Supplied entries:
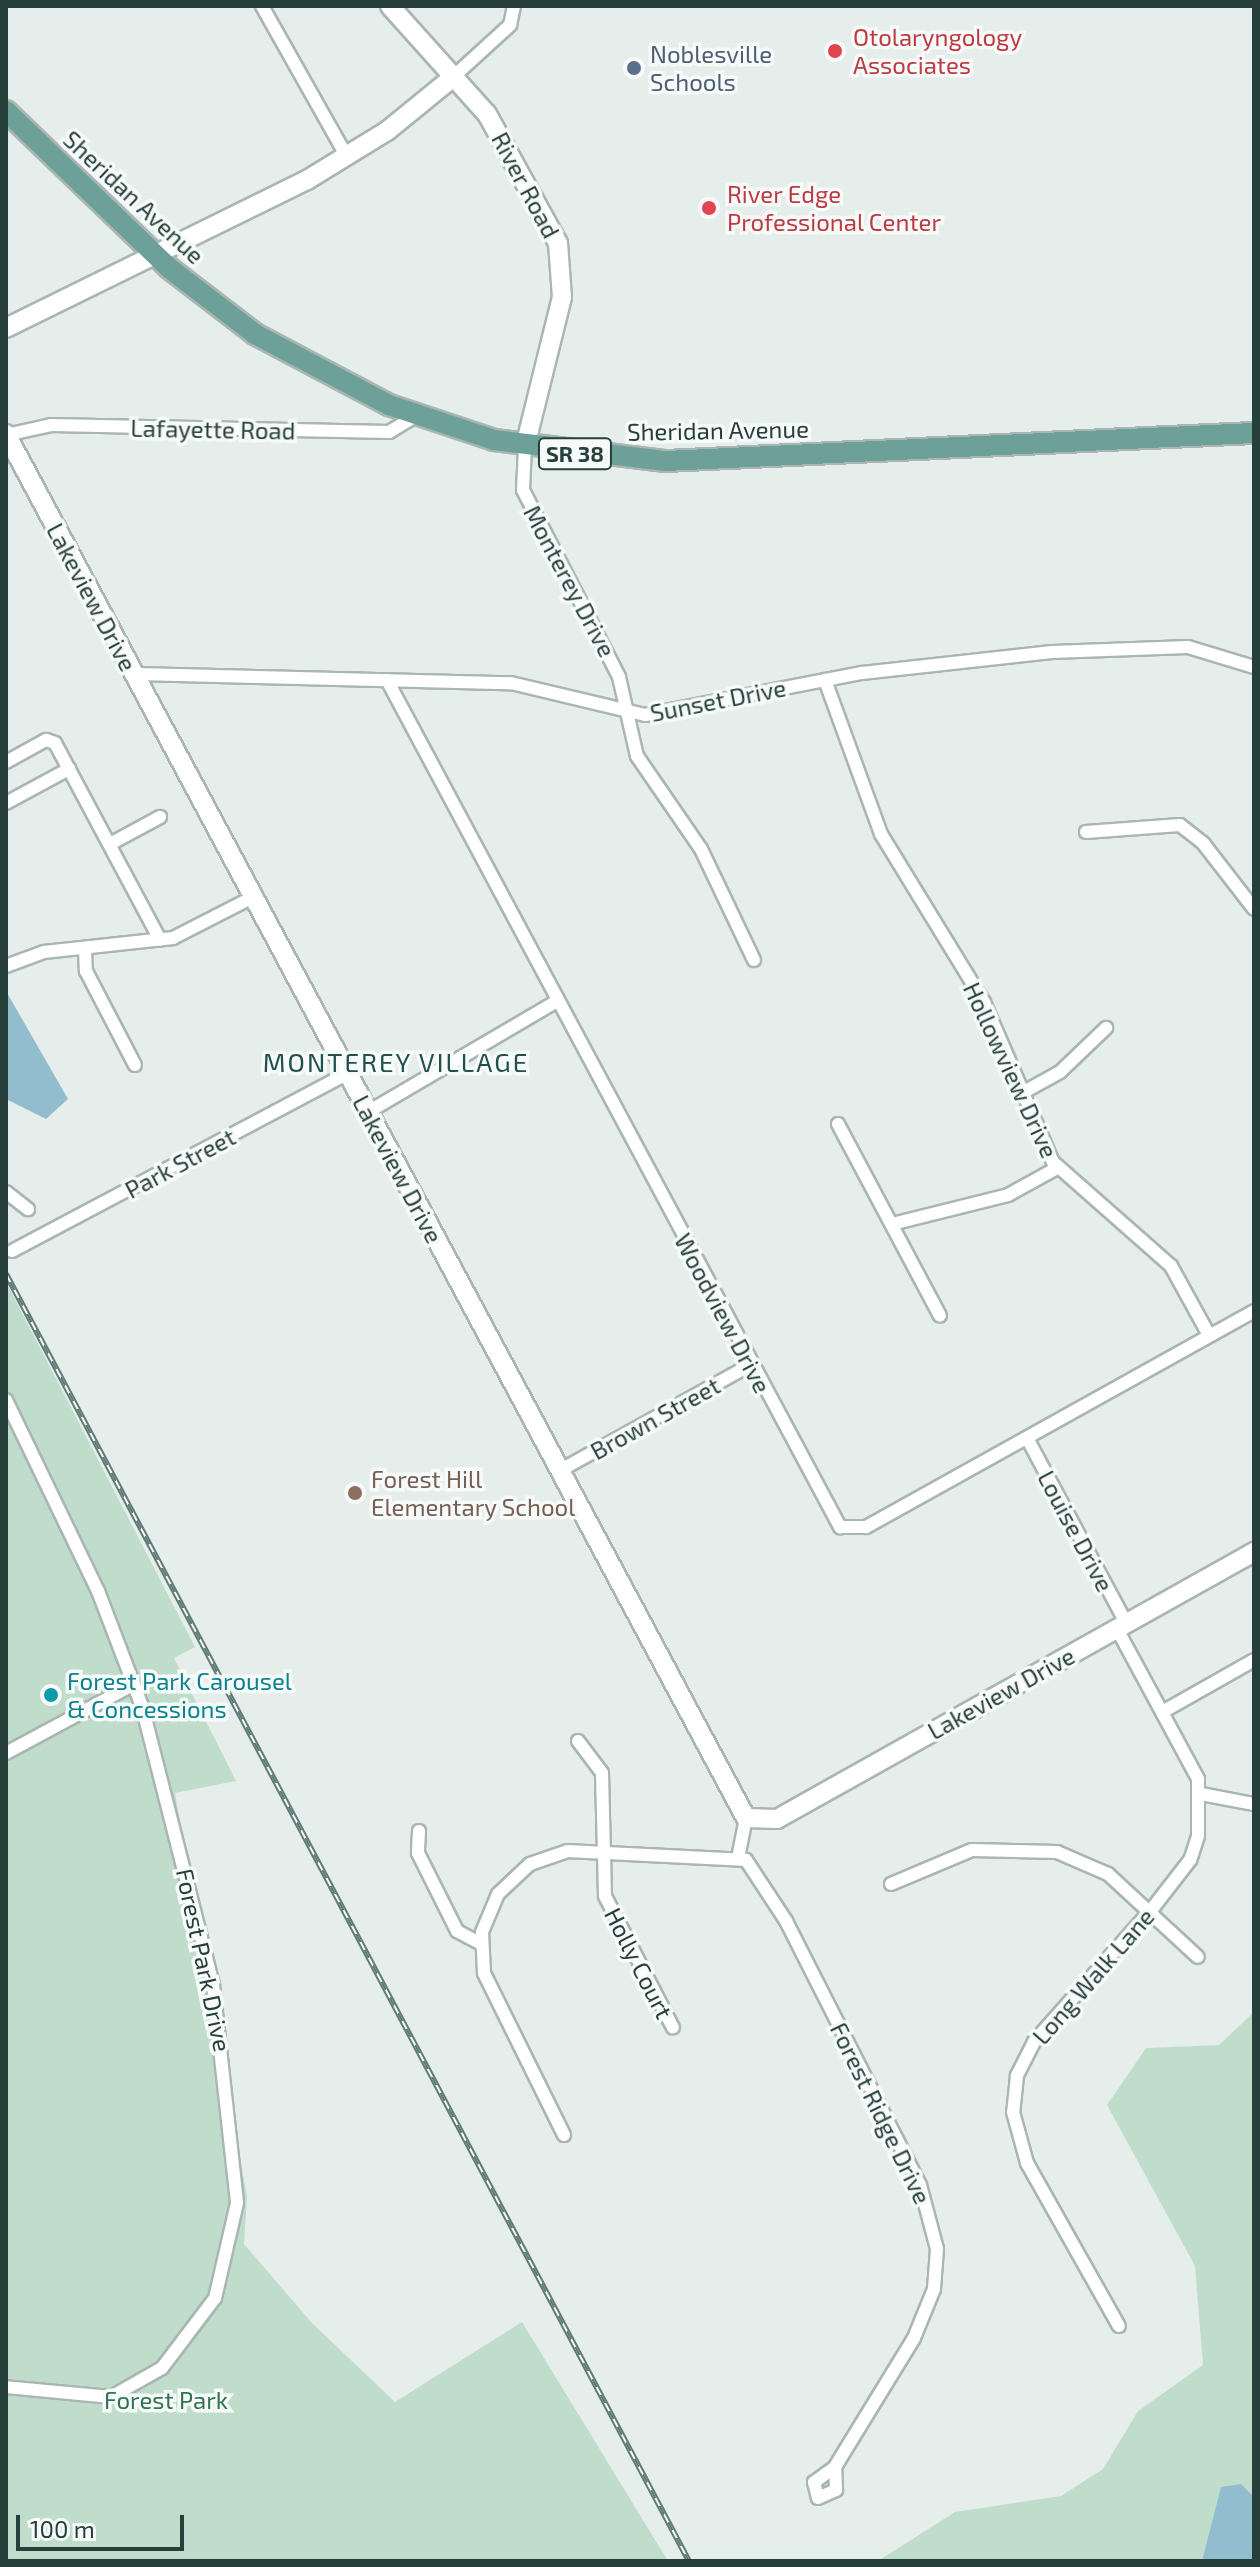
<!DOCTYPE html>
<html>
<head>
<meta charset="utf-8">
<style>
	body { margin:0 }
	#map { position:relative; width:1260px; height:2567px; overflow:hidden; background:#e6eeeb; font-family:"Exo 2",sans-serif }
	div>[style] { position:absolute }
	.green>* { inset:0; background:#c0ddcc }
	.water>* { inset:0; background:#92bdce }
	.roads { filter:drop-shadow(2px 0 #a9b6b3) drop-shadow(-2px 0 #a9b6b3) drop-shadow(0 2px #a9b6b3) drop-shadow(0 -2px #a9b6b3) }
	.street>* { height:12px; margin:-6px; padding:0 6px; transform-origin:6px; border-radius:6px; background:#fff }
	.secondary>* { height:18px; margin:-9px; padding:0 9px; transform-origin:9px; border-radius:9px; background:#fff }
	.primary>* { height:20px; margin:-10px; padding:0 10px; transform-origin:10px; border-radius:10px; background:#6da099 }
	.rail>* { height:6px; margin-top:-3px; transform-origin:0; background:repeating-linear-gradient(90deg,#f6faf9 0 9px,#607a76 0 18px); box-sizing:border-box; border-block:2px solid #607a76 }
	.dots>* { width:22px; height:22px; translate:-50% -50%; box-sizing:border-box; border:4px solid #f6faf9; border-radius:50% }
	span { translate:-50% -50%; white-space:nowrap; text-align:center; line-height:1.15; -webkit-text-stroke:7px #f6faf9; paint-order:stroke }
	.shield-label span { padding:2px 6px; background:#f6faf9; border:2px solid; border-radius:6px; -webkit-text-stroke-width:0 }
	.shield-label { font-size:22px; color:#263f3b; font-weight:700 }
	.health-label { font-size:24px; color:#be3a42 }
	.left { translate:0 -50%; text-align:left }
	.service-label { font-size:24px; color:#4e5e75 }
	.street-label { font-size:24px; color:#263f3b }
	.education-label { font-size:24px; color:#785e54 }
	.culture-label { font-size:24px; color:#0d838f }
	.park-label { font-size:24px; color:#327354 }
	.neighbourhood-label { font-size:26px; color:#22504b; letter-spacing:2px }
	.frame { position:absolute; inset:0; border:8px solid #263f3b; pointer-events:none }
	.scale { position:absolute; left:16px; top:2515px; width:168px; height:36px; box-sizing:border-box; border:4px solid #263f3b; border-top:0; padding-left:10px; font-size:24px; line-height:28px; white-space:nowrap; color:#263f3b; -webkit-text-stroke:6px #f6faf9; paint-order:stroke }
</style>
</head>
<body>
<div id="map">
	<div class="green">
		<div style="clip-path:polygon(6px 1282px,195px 1647px,174px 1658px,236px 1781px,175px 1793px,247px 2197px,244px 2244px,312px 2323px,395px 2402px,522px 2322px,668px 2561px,6px 2561px)"></div>
		<div style="clip-path:polygon(1254px 2012px,1254px 2561px,878px 2561px,955px 2512px,1061px 2496px,1103px 2469px,1138px 2411px,1203px 2365px,1195px 2266px,1107px 2105px,1146px 2048px,1219px 2045px)"></div>
	</div>
	<div class="water">
		<div style="clip-path:polygon(6px 991px,68px 1099px,46px 1119px,6px 1099px)"></div>
		<div style="clip-path:polygon(1241px 2484px,1254px 2497px,1254px 2561px,1202px 2561px,1221px 2487px)"></div>
	</div>
	<div class="roads">
		<div class="street">
			<div style="left:262px;top:6px;width:173px;rotate:60.6deg"></div>
			<div style="left:452px;top:78px;width:79px;rotate:-42.4deg"></div>
			<div style="left:510px;top:25px;width:19px;rotate:-78deg"></div>
			<div style="left:6px;top:435px;width:46px;rotate:-12.5deg"></div>
			<div style="left:51px;top:425px;width:338px;rotate:1.2deg"></div>
			<div style="left:389px;top:432px;width:31px;rotate:-31deg"></div>
			<div style="left:525px;top:447px;width:43px;rotate:92.7deg"></div>
			<div style="left:523px;top:490px;width:210px;rotate:62.8deg"></div>
			<div style="left:619px;top:677px;width:81px;rotate:77.2deg"></div>
			<div style="left:637px;top:756px;width:113px;rotate:55.5deg"></div>
			<div style="left:701px;top:849px;width:123px;rotate:64.5deg"></div>
			<div style="left:133px;top:674px;width:378px;rotate:1.4deg"></div>
			<div style="left:511px;top:683px;width:138px;rotate:13.4deg"></div>
			<div style="left:645px;top:715px;width:221px;rotate:-11deg"></div>
			<div style="left:862px;top:673px;width:191px;rotate:-6.3deg"></div>
			<div style="left:1052px;top:652px;width:136px;rotate:-2.1deg"></div>
			<div style="left:1188px;top:647px;width:69px;rotate:16.9deg"></div>
			<div style="left:387px;top:680px;width:961px;rotate:61.86deg"></div>
			<div style="left:840px;top:1527px;width:26px"></div>
			<div style="left:866px;top:1527px;width:444px;rotate:-29.1deg"></div>
			<div style="left:825px;top:680px;width:164px;rotate:70deg"></div>
			<div style="left:881px;top:834px;width:197px;rotate:58.5deg"></div>
			<div style="left:984px;top:1002px;width:174px;rotate:66.7deg"></div>
			<div style="left:1053px;top:1162px;width:157px;rotate:41.4deg"></div>
			<div style="left:1171px;top:1266px;width:79px;rotate:61.2deg"></div>
			<div style="left:6px;top:762px;width:46px;rotate:-28.8deg"></div>
			<div style="left:46px;top:740px;width:9px;rotate:18deg"></div>
			<div style="left:55px;top:743px;width:223px;rotate:61.9deg"></div>
			<div style="left:6px;top:803px;width:72px;rotate:-28.4deg"></div>
			<div style="left:1086px;top:832px;width:94px;rotate:-4.3deg"></div>
			<div style="left:1180px;top:825px;width:29px;rotate:38deg"></div>
			<div style="left:1203px;top:843px;width:83px;rotate:52.3deg"></div>
			<div style="left:110px;top:844px;width:57px;rotate:-28.4deg"></div>
			<div style="left:85px;top:948px;width:23px;rotate:88deg"></div>
			<div style="left:86px;top:971px;width:106px;rotate:62.5deg"></div>
			<div style="left:6px;top:966px;width:40px;rotate:-20.2deg"></div>
			<div style="left:44px;top:952px;width:130px;rotate:-6.2deg"></div>
			<div style="left:173px;top:938px;width:90px;rotate:-27.1deg"></div>
			<div style="left:1022px;top:1093px;width:43px;rotate:-28.9deg"></div>
			<div style="left:1060px;top:1072px;width:64px;rotate:-43.7deg"></div>
			<div style="left:368px;top:1112px;width:219px;rotate:-30.4deg"></div>
			<div style="left:838px;top:1124px;width:217px;rotate:62deg"></div>
			<div style="left:6px;top:1192px;width:28px;rotate:38deg"></div>
			<div style="left:892px;top:1224px;width:120px;rotate:-14deg"></div>
			<div style="left:1008px;top:1195px;width:56px;rotate:-28.9deg"></div>
			<div style="left:12px;top:1251px;width:379px;rotate:-27.9deg"></div>
			<div style="left:6px;top:1400px;width:212px;rotate:64.3deg"></div>
			<div style="left:98px;top:1591px;width:123px;rotate:69.1deg"></div>
			<div style="left:142px;top:1706px;width:288px;rotate:75.7deg"></div>
			<div style="left:213px;top:1985px;width:219px;rotate:83.7deg"></div>
			<div style="left:237px;top:2203px;width:98px;rotate:103deg"></div>
			<div style="left:215px;top:2298px;width:88px;rotate:127.1deg"></div>
			<div style="left:162px;top:2368px;width:59px;rotate:150.4deg"></div>
			<div style="left:111px;top:2397px;width:105px;rotate:-174.6deg"></div>
			<div style="left:1027px;top:1438px;width:210px;rotate:61.8deg"></div>
			<div style="left:559px;top:1471px;width:218px;rotate:-29deg"></div>
			<div style="left:1117px;top:1629px;width:170px;rotate:61.6deg"></div>
			<div style="left:1198px;top:1779px;width:57px;rotate:90deg"></div>
			<div style="left:1198px;top:1836px;width:25px;rotate:108deg"></div>
			<div style="left:1190px;top:1860px;width:62px;rotate:127.8deg"></div>
			<div style="left:1152px;top:1909px;width:178px;rotate:131.6deg"></div>
			<div style="left:1034px;top:2042px;width:38px;rotate:117deg"></div>
			<div style="left:1017px;top:2076px;width:36px;rotate:96deg"></div>
			<div style="left:1013px;top:2112px;width:53px;rotate:74.6deg"></div>
			<div style="left:1027px;top:2163px;width:187px;rotate:60.6deg"></div>
			<div style="left:1164px;top:1711px;width:103px;rotate:-29.5deg"></div>
			<div style="left:578px;top:1741px;width:40px;rotate:53deg"></div>
			<div style="left:602px;top:1773px;width:123px;rotate:88.6deg"></div>
			<div style="left:605px;top:1896px;width:148px;rotate:62.7deg"></div>
			<div style="left:6px;top:1753px;width:145px;rotate:-28.3deg"></div>
			<div style="left:1201px;top:1794px;width:54px;rotate:10.7deg"></div>
			<div style="left:419px;top:1831px;width:22px;rotate:93deg"></div>
			<div style="left:418px;top:1853px;width:87px;rotate:63.4deg"></div>
			<div style="left:457px;top:1931px;width:26px;rotate:28deg"></div>
			<div style="left:738px;top:1858px;width:41px;rotate:-78.7deg"></div>
			<div style="left:891px;top:1884px;width:88px;rotate:-22.8deg"></div>
			<div style="left:972px;top:1850px;width:85px;rotate:1.3deg"></div>
			<div style="left:1057px;top:1852px;width:56px;rotate:23.3deg"></div>
			<div style="left:1108px;top:1874px;width:122px;rotate:42.7deg"></div>
			<div style="left:564px;top:2135px;width:181px;rotate:-116.3deg"></div>
			<div style="left:484px;top:1973px;width:41px;rotate:-92.8deg"></div>
			<div style="left:482px;top:1932px;width:41px;rotate:-67.2deg"></div>
			<div style="left:498px;top:1894px;width:44px;rotate:-43.2deg"></div>
			<div style="left:530px;top:1864px;width:40px;rotate:-18.9deg"></div>
			<div style="left:568px;top:1851px;width:178px;rotate:2.9deg"></div>
			<div style="left:746px;top:1860px;width:73px;rotate:56.7deg"></div>
			<div style="left:786px;top:1921px;width:296px;rotate:63.1deg"></div>
			<div style="left:920px;top:2185px;width:66px;rotate:75.1deg"></div>
			<div style="left:937px;top:2249px;width:40px;rotate:94.3deg"></div>
			<div style="left:934px;top:2289px;width:53px;rotate:112.2deg"></div>
			<div style="left:914px;top:2338px;width:151px;rotate:121.5deg"></div>
			<div style="left:835px;top:2467px;width:26px;rotate:144deg"></div>
			<div style="left:814px;top:2482px;width:16px;rotate:76deg"></div>
			<div style="left:818px;top:2498px;width:20px;rotate:-24deg"></div>
			<div style="left:836px;top:2490px;width:23px;rotate:-92deg"></div>
		</div>
		<div class="secondary">
			<div style="left:390px;top:6px;width:145px;rotate:48.1deg"></div>
			<div style="left:487px;top:114px;width:147px;rotate:61.2deg"></div>
			<div style="left:558px;top:243px;width:54px;rotate:85.8deg"></div>
			<div style="left:562px;top:297px;width:154px;rotate:103.9deg"></div>
			<div style="left:6px;top:328px;width:335px;rotate:-26.2deg"></div>
			<div style="left:307px;top:180px;width:94px;rotate:-31.5deg"></div>
			<div style="left:387px;top:131px;width:84px;rotate:-39.2deg"></div>
			<div style="left:6px;top:434px;width:1569px;rotate:61.87deg"></div>
			<div style="left:746px;top:1818px;width:31px;rotate:2deg"></div>
			<div style="left:777px;top:1819px;width:547px;rotate:-29.24deg"></div>
		</div>
		<div class="primary">
			<div style="left:6px;top:111px;width:226px;rotate:43.9deg"></div>
			<div style="left:169px;top:268px;width:108px;rotate:37.5deg"></div>
			<div style="left:255px;top:334px;width:152px;rotate:27.9deg"></div>
			<div style="left:389px;top:405px;width:111px;rotate:18.4deg"></div>
			<div style="left:494px;top:440px;width:173px;rotate:7deg"></div>
			<div style="left:666px;top:461px;width:589px;rotate:-2.73deg"></div>
		</div>
	</div>
	<div class="rail">
		<div style="left:6px;top:1274px;width:1457px;rotate:62.05deg"></div>
	</div>
	<div class="dots">
		<div style="left:835px;top:51px;background:#e0444e"></div>
		<div style="left:634px;top:68px;background:#5c6f8a"></div>
		<div style="left:709px;top:208px;background:#e0444e"></div>
		<div style="left:355px;top:1493px;background:#8d6e63"></div>
		<div style="left:51px;top:1695px;background:#0f9aa8"></div>
	</div>
	<div class="shield-label">
		<span style="left:575px;top:454px">SR 38</span>
	</div>
	<div class="health-label">
		<span class="left" style="left:853px;top:51px">Otolaryngology<br>Associates</span>
		<span class="left" style="left:727px;top:208px">River Edge<br>Professional Center</span>
	</div>
	<div class="service-label">
		<span class="left" style="left:650px;top:68px">Noblesville<br>Schools</span>
	</div>
	<div class="street-label">
		<span style="left:526px;top:185px;rotate:62deg">River Road</span>
		<span style="left:134px;top:197px;rotate:43deg">Sheridan Avenue</span>
		<span style="left:213px;top:429px;rotate:1deg">Lafayette Road</span>
		<span style="left:718px;top:430px;rotate:-1deg">Sheridan Avenue</span>
		<span style="left:570px;top:581px;rotate:62deg">Monterey Drive</span>
		<span style="left:92px;top:597px;rotate:62deg">Lakeview Drive</span>
		<span style="left:718px;top:700px;rotate:-11deg">Sunset Drive</span>
		<span style="left:1011px;top:1070px;rotate:65deg">Hollowview Drive</span>
		<span style="left:180px;top:1163px;rotate:-28deg">Park Street</span>
		<span style="left:398px;top:1169px;rotate:62deg">Lakeview Drive</span>
		<span style="left:723px;top:1313px;rotate:62deg">Woodview Drive</span>
		<span style="left:655px;top:1418px;rotate:-29deg">Brown Street</span>
		<span style="left:1076px;top:1531px;rotate:62deg">Louise Drive</span>
		<span style="left:1001px;top:1693px;rotate:-29deg">Lakeview Drive</span>
		<span style="left:204px;top:1960px;rotate:78deg">Forest Park Drive</span>
		<span style="left:639px;top:1963px;rotate:63deg">Holly Court</span>
		<span style="left:1093px;top:1976px;rotate:-49deg">Long Walk Lane</span>
		<span style="left:881px;top:2113px;rotate:64deg">Forest Ridge Drive</span>
	</div>
	<div class="education-label">
		<span class="left" style="left:371px;top:1493px">Forest Hill<br>Elementary School</span>
	</div>
	<div class="culture-label">
		<span class="left" style="left:67px;top:1695px">Forest Park Carousel<br>&amp; Concessions</span>
	</div>
	<div class="park-label">
		<span style="left:166px;top:2400px">Forest Park</span>
	</div>
	<div class="neighbourhood-label">
		<span style="left:396px;top:1062px">MONTEREY VILLAGE</span>
	</div>
	<div class="frame"></div>
	<div class="scale">100 m</div>
</div>
</body>
</html>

Assignment:
For the entries above, say how many lines contain the word "rail", giving the number alone.

Solution:
2